O lançamento de "Homo Algorithmus: um guia definitivo sobre Inteligência Artificial", do executivo e professor Dimitri de Melo, aborda o debate sobre tecnologia no Brasil ao articular temas como antropologia, ética e impacto social relacionados à inteligência artificial. A obra, publicada pela Editora Alta Books (Almedina/Actual), evita o tom puramente técnico e se propõe a discutir a IA como parte de uma longa trajetória evolutiva da humanidade e não como uma ruptura isolada.
Uma das escolhas mais singulares do livro está logo no início: a apresentação é "assinada" por Luzia, a mulher mais antiga das Américas, cuja voz foi recriada por uma ferramenta de IA. O recurso funciona como metáfora de continuidade histórica, aproximando o fogo ancestral das cavernas do "fogo-dado" que hoje, como na época de Luzia, pode iluminar ou queimar, dependendo da destreza de quem o manipula. A narrativa escrita pela personagem simbólica coloca em perspectiva a ancestralidade como ponto de partida para refletir sobre o papel dos algoritmos na sociedade.

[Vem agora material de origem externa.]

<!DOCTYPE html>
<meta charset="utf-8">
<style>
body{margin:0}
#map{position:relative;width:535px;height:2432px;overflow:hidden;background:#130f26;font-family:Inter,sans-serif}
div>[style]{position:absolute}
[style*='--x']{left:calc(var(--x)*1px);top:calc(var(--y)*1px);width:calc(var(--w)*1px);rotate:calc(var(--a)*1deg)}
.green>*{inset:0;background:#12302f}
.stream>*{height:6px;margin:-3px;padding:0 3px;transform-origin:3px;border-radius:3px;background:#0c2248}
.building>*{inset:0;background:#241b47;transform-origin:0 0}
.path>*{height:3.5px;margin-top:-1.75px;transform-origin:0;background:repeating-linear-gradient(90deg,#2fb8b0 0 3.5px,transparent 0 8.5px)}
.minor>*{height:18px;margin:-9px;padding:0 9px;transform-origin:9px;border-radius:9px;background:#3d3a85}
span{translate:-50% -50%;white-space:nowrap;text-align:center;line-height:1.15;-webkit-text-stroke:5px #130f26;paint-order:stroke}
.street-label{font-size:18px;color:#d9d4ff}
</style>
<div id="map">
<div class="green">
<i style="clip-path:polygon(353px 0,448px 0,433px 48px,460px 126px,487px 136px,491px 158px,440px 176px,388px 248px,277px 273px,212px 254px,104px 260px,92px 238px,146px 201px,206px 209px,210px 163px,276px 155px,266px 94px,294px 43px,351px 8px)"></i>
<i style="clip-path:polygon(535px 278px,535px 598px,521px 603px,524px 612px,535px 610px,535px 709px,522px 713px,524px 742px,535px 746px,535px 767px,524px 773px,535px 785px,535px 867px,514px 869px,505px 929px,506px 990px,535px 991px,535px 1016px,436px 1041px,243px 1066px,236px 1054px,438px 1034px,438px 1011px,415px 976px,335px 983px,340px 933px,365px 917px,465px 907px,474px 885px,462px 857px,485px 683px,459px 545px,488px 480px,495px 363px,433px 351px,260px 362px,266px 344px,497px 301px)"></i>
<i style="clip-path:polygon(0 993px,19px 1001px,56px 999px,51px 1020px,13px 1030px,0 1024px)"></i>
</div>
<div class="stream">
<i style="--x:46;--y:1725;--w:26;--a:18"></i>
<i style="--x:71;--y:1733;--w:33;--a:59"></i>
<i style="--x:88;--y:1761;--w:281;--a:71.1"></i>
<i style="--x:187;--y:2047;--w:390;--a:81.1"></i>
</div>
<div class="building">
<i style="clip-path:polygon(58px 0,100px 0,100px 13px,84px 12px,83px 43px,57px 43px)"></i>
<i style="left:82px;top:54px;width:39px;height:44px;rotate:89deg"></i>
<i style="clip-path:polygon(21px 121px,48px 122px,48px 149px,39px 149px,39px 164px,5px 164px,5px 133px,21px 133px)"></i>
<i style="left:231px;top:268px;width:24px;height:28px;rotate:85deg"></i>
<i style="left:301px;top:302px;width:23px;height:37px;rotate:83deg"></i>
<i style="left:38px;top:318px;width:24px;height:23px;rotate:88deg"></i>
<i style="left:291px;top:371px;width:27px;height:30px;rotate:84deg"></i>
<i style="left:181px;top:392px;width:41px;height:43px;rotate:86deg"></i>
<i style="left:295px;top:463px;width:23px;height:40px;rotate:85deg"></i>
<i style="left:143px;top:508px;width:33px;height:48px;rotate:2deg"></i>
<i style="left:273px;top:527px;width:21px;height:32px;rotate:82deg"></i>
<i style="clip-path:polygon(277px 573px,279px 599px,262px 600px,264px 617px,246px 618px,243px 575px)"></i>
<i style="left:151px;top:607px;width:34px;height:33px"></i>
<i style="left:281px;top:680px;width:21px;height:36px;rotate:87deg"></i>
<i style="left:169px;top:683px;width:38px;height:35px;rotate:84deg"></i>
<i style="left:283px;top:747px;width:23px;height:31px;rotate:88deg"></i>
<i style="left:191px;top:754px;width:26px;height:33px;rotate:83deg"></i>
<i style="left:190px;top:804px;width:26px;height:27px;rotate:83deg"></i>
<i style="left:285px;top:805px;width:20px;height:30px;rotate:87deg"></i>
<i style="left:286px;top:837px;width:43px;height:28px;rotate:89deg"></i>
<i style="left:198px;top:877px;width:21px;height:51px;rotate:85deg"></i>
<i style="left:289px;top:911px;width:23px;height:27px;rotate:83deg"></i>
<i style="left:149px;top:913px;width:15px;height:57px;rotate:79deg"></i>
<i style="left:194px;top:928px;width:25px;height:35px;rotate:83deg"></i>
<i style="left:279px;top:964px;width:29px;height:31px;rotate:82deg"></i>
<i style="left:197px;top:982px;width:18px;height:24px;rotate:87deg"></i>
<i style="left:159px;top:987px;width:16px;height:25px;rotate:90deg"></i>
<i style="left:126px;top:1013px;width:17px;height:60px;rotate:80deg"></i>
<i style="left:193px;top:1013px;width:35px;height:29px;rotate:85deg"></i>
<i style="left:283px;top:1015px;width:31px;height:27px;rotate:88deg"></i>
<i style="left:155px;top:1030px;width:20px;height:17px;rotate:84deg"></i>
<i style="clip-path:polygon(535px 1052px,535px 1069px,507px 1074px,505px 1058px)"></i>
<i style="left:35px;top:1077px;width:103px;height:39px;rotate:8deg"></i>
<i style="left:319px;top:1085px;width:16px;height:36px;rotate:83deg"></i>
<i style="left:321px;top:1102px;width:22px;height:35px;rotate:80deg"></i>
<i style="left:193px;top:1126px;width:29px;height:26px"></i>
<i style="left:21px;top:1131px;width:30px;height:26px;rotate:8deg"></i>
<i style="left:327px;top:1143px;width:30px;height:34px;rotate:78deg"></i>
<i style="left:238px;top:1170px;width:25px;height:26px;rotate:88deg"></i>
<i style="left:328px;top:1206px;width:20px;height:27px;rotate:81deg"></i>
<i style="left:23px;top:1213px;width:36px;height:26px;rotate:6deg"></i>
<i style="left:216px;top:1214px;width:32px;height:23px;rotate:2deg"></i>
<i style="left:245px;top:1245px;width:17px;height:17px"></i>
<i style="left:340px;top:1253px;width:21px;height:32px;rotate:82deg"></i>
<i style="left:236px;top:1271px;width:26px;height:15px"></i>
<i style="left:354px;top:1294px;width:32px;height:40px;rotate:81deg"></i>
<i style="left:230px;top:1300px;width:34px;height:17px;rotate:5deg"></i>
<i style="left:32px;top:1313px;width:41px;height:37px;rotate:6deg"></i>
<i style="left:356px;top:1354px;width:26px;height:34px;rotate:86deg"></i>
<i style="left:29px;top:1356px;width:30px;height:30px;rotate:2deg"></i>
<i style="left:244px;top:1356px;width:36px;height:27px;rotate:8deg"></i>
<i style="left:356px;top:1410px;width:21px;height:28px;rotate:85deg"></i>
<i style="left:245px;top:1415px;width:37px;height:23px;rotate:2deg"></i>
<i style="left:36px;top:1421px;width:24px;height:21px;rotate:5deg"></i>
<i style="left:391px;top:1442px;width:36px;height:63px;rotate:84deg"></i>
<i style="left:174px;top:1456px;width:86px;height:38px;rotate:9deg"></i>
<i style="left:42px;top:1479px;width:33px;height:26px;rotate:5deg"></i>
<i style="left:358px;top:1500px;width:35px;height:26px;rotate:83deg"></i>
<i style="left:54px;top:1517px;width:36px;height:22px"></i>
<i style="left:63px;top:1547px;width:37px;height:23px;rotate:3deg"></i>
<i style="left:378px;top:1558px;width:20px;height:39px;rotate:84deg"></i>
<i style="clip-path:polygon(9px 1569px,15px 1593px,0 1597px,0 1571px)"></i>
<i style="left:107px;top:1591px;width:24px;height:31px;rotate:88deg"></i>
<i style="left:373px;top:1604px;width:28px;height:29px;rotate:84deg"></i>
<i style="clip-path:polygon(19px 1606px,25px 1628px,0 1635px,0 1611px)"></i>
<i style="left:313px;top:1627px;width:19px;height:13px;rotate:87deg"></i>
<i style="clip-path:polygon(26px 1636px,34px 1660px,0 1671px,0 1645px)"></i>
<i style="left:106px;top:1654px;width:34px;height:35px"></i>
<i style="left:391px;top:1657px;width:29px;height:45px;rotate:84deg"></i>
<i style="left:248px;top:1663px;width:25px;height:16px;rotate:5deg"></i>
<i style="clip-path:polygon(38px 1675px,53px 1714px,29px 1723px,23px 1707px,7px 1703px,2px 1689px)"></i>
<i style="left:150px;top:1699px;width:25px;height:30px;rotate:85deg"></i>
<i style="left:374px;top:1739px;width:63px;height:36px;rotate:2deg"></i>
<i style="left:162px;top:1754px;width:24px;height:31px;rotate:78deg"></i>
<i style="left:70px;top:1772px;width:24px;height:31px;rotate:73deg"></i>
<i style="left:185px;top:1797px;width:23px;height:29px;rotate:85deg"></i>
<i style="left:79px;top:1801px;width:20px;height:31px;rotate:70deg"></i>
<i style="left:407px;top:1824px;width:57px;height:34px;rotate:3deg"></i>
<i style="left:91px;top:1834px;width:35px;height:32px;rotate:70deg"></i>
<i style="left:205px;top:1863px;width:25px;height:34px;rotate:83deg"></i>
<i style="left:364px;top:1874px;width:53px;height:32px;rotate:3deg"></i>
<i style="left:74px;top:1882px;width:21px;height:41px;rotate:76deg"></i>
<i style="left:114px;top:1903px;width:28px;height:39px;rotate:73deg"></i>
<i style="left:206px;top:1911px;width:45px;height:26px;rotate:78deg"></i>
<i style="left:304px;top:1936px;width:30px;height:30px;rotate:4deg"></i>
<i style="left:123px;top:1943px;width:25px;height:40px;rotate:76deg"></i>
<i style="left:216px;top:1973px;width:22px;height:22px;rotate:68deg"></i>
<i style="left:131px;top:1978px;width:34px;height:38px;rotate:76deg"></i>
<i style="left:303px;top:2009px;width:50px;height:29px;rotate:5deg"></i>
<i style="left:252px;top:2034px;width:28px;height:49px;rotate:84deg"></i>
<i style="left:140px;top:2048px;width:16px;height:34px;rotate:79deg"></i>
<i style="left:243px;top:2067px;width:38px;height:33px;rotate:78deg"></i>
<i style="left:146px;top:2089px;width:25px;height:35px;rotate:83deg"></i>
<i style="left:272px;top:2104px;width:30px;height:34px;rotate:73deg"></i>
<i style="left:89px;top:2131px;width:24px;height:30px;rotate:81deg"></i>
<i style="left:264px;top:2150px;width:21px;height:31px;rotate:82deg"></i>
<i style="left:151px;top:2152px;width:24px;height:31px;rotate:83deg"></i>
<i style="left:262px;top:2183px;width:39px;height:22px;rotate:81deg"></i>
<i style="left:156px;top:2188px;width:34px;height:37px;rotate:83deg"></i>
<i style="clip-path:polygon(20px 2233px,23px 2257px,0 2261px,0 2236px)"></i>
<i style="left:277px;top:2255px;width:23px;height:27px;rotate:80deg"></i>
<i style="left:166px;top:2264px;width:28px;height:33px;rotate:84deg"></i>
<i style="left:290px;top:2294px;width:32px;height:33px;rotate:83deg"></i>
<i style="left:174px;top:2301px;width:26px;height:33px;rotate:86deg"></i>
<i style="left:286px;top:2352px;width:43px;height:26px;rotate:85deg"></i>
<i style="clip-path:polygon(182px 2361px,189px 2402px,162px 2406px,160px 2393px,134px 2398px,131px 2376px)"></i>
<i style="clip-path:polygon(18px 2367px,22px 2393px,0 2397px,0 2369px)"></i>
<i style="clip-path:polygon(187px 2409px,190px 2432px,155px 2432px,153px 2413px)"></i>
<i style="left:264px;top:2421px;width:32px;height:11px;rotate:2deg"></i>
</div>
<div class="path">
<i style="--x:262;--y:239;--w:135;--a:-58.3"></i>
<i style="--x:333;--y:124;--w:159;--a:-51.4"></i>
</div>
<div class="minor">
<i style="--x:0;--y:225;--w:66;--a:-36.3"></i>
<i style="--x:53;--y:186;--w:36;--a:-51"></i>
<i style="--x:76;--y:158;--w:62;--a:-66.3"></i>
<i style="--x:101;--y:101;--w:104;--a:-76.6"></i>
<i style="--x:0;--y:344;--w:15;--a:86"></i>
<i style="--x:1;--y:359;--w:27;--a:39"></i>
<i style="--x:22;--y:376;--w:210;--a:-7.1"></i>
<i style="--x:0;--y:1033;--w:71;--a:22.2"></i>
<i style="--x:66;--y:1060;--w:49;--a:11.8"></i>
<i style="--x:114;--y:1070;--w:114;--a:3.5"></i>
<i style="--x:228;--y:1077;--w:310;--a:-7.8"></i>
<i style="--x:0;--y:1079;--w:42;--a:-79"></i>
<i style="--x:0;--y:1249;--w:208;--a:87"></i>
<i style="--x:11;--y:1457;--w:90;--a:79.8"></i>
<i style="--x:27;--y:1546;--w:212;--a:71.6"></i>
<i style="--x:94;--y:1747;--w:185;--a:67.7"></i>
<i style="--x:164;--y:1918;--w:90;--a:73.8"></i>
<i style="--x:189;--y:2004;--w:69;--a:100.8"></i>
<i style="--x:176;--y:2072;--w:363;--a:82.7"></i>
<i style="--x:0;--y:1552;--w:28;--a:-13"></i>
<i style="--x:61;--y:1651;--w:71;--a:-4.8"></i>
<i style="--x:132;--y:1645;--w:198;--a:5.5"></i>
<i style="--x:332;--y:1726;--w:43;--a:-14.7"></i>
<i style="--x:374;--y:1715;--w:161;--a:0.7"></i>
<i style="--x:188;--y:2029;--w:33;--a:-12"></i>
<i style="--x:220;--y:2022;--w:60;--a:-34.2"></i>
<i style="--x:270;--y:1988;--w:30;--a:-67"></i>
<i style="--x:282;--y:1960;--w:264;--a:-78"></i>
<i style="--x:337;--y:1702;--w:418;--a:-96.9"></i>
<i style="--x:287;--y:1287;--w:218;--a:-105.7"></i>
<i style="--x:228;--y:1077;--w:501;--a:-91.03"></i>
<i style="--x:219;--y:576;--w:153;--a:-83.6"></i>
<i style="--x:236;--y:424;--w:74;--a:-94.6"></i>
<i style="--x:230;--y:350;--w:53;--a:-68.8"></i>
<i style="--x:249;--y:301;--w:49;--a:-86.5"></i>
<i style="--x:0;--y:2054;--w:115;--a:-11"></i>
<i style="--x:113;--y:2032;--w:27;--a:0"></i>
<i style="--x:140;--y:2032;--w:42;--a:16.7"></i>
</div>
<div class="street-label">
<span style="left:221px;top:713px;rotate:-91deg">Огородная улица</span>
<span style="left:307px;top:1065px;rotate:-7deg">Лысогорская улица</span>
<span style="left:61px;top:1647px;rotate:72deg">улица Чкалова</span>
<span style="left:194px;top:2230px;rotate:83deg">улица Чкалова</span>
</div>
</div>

Ao longo dos capítulos, o autor percorre uma linha evolutiva que vai das primeiras ferramentas pré-históricas às estruturas de decisão que orientam sistemas inteligentes, provocando uma reflexão de que estamos migrando de Homo Sapiens para uma nova espécie (Homo Algorithmus), pois, pela primeira vez em sua história, o homem cria uma ferramenta que amplia sua inteligência e capacidades cognitivas, aspecto que fundamentou as teorias de evolução das espécies humanas anteriores.
O livro explica conceitos centrais de dados, ciência de dados, ética algorítmica e governança, apresentando a IA não como instrumento autônomo, mas como continuação das tecnologias que acompanharam a humanidade desde a Idade da Pedra. A proposta é mostrar como cada inovação, do fogo à escrita, da agricultura ao computador, ampliou a capacidade humana, exigindo novos comportamentos e formas de cooperação: "A tecnologia nunca foi separada da nossa evolução. Ela sempre nos tensionou e nos ampliou", afirma o autor.
Melo rejeita a ideia de substituição total entre humanos e máquinas e argumenta que a IA inaugura um novo patamar de simbiose. Para ele, a questão central não é temer os algoritmos, mas compreender como liderá-los com intencionalidade. Há, ao longo da obra, um esforço de traduzir análises complexas para leitores sem formação técnica, explicando vieses, riscos, limitações e benefícios de sistemas algorítmicos.
Outro eixo central do livro é o alerta para o risco de uma "desigualdade algorítmica". De Melo resume o desafio em uma frase: "Se a IA ficar restrita ao topo da pirâmide, reorganizaremos apenas os privilégios; não resolveremos o problema".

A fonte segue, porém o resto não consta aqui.